#### What you have to do:
Your answer must be an exact copy of all the entries.

#### Exercise data:

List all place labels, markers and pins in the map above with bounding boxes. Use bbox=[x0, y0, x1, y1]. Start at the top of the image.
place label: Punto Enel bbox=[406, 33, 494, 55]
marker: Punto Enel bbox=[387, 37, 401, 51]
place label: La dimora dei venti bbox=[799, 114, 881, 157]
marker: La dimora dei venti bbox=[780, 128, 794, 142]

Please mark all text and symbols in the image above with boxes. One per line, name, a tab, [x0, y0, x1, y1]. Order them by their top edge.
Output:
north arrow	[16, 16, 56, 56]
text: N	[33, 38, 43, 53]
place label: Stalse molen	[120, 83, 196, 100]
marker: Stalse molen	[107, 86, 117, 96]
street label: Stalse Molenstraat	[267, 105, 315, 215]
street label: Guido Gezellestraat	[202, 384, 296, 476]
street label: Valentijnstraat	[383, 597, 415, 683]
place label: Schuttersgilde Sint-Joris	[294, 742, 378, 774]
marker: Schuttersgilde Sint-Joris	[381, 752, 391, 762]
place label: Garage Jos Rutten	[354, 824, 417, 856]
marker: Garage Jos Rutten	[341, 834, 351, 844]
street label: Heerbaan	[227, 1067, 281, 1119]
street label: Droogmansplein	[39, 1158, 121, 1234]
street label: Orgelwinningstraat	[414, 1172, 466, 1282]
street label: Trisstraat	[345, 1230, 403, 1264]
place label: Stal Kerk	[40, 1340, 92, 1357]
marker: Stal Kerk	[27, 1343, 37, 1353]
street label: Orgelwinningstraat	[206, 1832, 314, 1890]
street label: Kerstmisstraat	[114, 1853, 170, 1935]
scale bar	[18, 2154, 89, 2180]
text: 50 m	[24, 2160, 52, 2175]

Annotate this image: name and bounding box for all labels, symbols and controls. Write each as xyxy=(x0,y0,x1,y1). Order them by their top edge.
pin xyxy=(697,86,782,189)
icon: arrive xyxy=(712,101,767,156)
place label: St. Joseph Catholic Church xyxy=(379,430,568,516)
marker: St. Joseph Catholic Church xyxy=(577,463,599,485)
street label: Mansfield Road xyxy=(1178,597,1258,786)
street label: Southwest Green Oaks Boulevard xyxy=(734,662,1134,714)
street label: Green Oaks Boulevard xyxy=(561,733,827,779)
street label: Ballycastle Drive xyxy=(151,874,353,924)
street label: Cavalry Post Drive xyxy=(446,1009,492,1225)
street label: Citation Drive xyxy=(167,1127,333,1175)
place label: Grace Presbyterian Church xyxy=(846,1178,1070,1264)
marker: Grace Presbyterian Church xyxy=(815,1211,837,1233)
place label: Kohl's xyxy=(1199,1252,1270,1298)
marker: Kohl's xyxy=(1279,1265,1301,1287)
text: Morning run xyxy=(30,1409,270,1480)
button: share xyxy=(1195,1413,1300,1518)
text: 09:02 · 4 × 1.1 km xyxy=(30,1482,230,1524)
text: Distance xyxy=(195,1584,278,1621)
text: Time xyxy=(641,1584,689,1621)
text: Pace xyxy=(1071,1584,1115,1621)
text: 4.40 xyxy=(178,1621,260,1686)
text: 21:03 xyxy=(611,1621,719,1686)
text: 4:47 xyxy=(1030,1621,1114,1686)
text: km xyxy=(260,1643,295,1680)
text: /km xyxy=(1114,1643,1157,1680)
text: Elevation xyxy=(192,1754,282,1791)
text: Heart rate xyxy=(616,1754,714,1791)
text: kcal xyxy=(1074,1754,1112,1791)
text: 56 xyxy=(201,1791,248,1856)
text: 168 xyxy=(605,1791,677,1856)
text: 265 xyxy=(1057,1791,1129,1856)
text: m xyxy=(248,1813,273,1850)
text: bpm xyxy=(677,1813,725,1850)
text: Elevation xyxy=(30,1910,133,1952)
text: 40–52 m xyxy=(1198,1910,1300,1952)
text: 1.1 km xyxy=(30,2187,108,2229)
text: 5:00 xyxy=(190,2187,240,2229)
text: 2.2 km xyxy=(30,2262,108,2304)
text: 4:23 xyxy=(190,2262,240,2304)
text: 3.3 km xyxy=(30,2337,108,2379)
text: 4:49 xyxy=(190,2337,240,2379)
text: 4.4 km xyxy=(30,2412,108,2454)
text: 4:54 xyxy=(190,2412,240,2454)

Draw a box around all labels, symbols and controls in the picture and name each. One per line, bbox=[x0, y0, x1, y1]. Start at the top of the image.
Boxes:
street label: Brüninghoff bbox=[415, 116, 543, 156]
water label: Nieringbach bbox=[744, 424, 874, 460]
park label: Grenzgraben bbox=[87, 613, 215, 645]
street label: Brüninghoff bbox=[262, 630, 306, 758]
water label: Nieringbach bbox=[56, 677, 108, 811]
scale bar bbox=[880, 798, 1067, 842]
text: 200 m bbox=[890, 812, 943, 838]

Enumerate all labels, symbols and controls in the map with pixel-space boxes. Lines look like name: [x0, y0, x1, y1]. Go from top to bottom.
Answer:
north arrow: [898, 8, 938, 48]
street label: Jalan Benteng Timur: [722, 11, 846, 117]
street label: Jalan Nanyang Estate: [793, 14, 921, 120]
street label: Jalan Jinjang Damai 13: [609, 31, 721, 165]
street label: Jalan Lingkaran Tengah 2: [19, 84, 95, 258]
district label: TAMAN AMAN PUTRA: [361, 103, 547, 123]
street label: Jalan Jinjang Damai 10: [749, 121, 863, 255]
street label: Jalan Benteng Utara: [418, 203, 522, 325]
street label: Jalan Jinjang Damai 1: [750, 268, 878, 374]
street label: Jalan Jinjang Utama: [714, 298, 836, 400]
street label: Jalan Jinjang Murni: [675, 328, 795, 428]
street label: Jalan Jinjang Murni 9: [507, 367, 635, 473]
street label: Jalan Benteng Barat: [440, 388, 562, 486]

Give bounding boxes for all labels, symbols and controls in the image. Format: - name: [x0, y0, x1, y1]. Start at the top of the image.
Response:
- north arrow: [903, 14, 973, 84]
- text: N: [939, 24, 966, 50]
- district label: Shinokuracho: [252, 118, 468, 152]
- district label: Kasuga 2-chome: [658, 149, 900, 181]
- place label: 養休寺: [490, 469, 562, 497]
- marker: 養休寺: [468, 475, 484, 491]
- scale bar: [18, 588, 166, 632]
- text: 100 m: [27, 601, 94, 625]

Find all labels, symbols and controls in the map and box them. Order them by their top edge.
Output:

#### Expected answer:
List all place labels, markers and pins in the map above with bounding boxes. Use bbox=[x0, y0, x1, y1]. Start at the top of the image.
place label: Punto Enel bbox=[406, 33, 494, 55]
marker: Punto Enel bbox=[387, 37, 401, 51]
place label: La dimora dei venti bbox=[799, 114, 881, 157]
marker: La dimora dei venti bbox=[780, 128, 794, 142]

Please mark all text and symbols in the image above with boxes. One per line, name, a tab, [x0, y0, x1, y1]. Order them by their top edge.
Output:
north arrow	[16, 16, 56, 56]
text: N	[33, 38, 43, 53]
place label: Stalse molen	[120, 83, 196, 100]
marker: Stalse molen	[107, 86, 117, 96]
street label: Stalse Molenstraat	[267, 105, 315, 215]
street label: Guido Gezellestraat	[202, 384, 296, 476]
street label: Valentijnstraat	[383, 597, 415, 683]
place label: Schuttersgilde Sint-Joris	[294, 742, 378, 774]
marker: Schuttersgilde Sint-Joris	[381, 752, 391, 762]
place label: Garage Jos Rutten	[354, 824, 417, 856]
marker: Garage Jos Rutten	[341, 834, 351, 844]
street label: Heerbaan	[227, 1067, 281, 1119]
street label: Droogmansplein	[39, 1158, 121, 1234]
street label: Orgelwinningstraat	[414, 1172, 466, 1282]
street label: Trisstraat	[345, 1230, 403, 1264]
place label: Stal Kerk	[40, 1340, 92, 1357]
marker: Stal Kerk	[27, 1343, 37, 1353]
street label: Orgelwinningstraat	[206, 1832, 314, 1890]
street label: Kerstmisstraat	[114, 1853, 170, 1935]
scale bar	[18, 2154, 89, 2180]
text: 50 m	[24, 2160, 52, 2175]

Annotate this image: name and bounding box for all labels, symbols and controls. Write each as xyxy=(x0,y0,x1,y1). Order them by their top edge.
pin xyxy=(697,86,782,189)
icon: arrive xyxy=(712,101,767,156)
place label: St. Joseph Catholic Church xyxy=(379,430,568,516)
marker: St. Joseph Catholic Church xyxy=(577,463,599,485)
street label: Mansfield Road xyxy=(1178,597,1258,786)
street label: Southwest Green Oaks Boulevard xyxy=(734,662,1134,714)
street label: Green Oaks Boulevard xyxy=(561,733,827,779)
street label: Ballycastle Drive xyxy=(151,874,353,924)
street label: Cavalry Post Drive xyxy=(446,1009,492,1225)
street label: Citation Drive xyxy=(167,1127,333,1175)
place label: Grace Presbyterian Church xyxy=(846,1178,1070,1264)
marker: Grace Presbyterian Church xyxy=(815,1211,837,1233)
place label: Kohl's xyxy=(1199,1252,1270,1298)
marker: Kohl's xyxy=(1279,1265,1301,1287)
text: Morning run xyxy=(30,1409,270,1480)
button: share xyxy=(1195,1413,1300,1518)
text: 09:02 · 4 × 1.1 km xyxy=(30,1482,230,1524)
text: Distance xyxy=(195,1584,278,1621)
text: Time xyxy=(641,1584,689,1621)
text: Pace xyxy=(1071,1584,1115,1621)
text: 4.40 xyxy=(178,1621,260,1686)
text: 21:03 xyxy=(611,1621,719,1686)
text: 4:47 xyxy=(1030,1621,1114,1686)
text: km xyxy=(260,1643,295,1680)
text: /km xyxy=(1114,1643,1157,1680)
text: Elevation xyxy=(192,1754,282,1791)
text: Heart rate xyxy=(616,1754,714,1791)
text: kcal xyxy=(1074,1754,1112,1791)
text: 56 xyxy=(201,1791,248,1856)
text: 168 xyxy=(605,1791,677,1856)
text: 265 xyxy=(1057,1791,1129,1856)
text: m xyxy=(248,1813,273,1850)
text: bpm xyxy=(677,1813,725,1850)
text: Elevation xyxy=(30,1910,133,1952)
text: 40–52 m xyxy=(1198,1910,1300,1952)
text: 1.1 km xyxy=(30,2187,108,2229)
text: 5:00 xyxy=(190,2187,240,2229)
text: 2.2 km xyxy=(30,2262,108,2304)
text: 4:23 xyxy=(190,2262,240,2304)
text: 3.3 km xyxy=(30,2337,108,2379)
text: 4:49 xyxy=(190,2337,240,2379)
text: 4.4 km xyxy=(30,2412,108,2454)
text: 4:54 xyxy=(190,2412,240,2454)

Draw a box around all labels, symbols and controls in the picture and name each. One per line, bbox=[x0, y0, x1, y1]. Start at the top of the image.
Boxes:
street label: Brüninghoff bbox=[415, 116, 543, 156]
water label: Nieringbach bbox=[744, 424, 874, 460]
park label: Grenzgraben bbox=[87, 613, 215, 645]
street label: Brüninghoff bbox=[262, 630, 306, 758]
water label: Nieringbach bbox=[56, 677, 108, 811]
scale bar bbox=[880, 798, 1067, 842]
text: 200 m bbox=[890, 812, 943, 838]

Enumerate all labels, symbols and controls in the map with pixel-space boxes. Lines look like name: [x0, y0, x1, y1]. Go from top to bottom.
Answer:
north arrow: [898, 8, 938, 48]
street label: Jalan Benteng Timur: [722, 11, 846, 117]
street label: Jalan Nanyang Estate: [793, 14, 921, 120]
street label: Jalan Jinjang Damai 13: [609, 31, 721, 165]
street label: Jalan Lingkaran Tengah 2: [19, 84, 95, 258]
district label: TAMAN AMAN PUTRA: [361, 103, 547, 123]
street label: Jalan Jinjang Damai 10: [749, 121, 863, 255]
street label: Jalan Benteng Utara: [418, 203, 522, 325]
street label: Jalan Jinjang Damai 1: [750, 268, 878, 374]
street label: Jalan Jinjang Utama: [714, 298, 836, 400]
street label: Jalan Jinjang Murni: [675, 328, 795, 428]
street label: Jalan Jinjang Murni 9: [507, 367, 635, 473]
street label: Jalan Benteng Barat: [440, 388, 562, 486]

Give bounding boxes for all labels, symbols and controls in the image. Format: - name: [x0, y0, x1, y1]. Start at the top of the image.
Response:
- north arrow: [903, 14, 973, 84]
- text: N: [939, 24, 966, 50]
- district label: Shinokuracho: [252, 118, 468, 152]
- district label: Kasuga 2-chome: [658, 149, 900, 181]
- place label: 養休寺: [490, 469, 562, 497]
- marker: 養休寺: [468, 475, 484, 491]
- scale bar: [18, 588, 166, 632]
- text: 100 m: [27, 601, 94, 625]

Find all labels, symbols and controls in the map and box them. Order them by their top edge.
Output:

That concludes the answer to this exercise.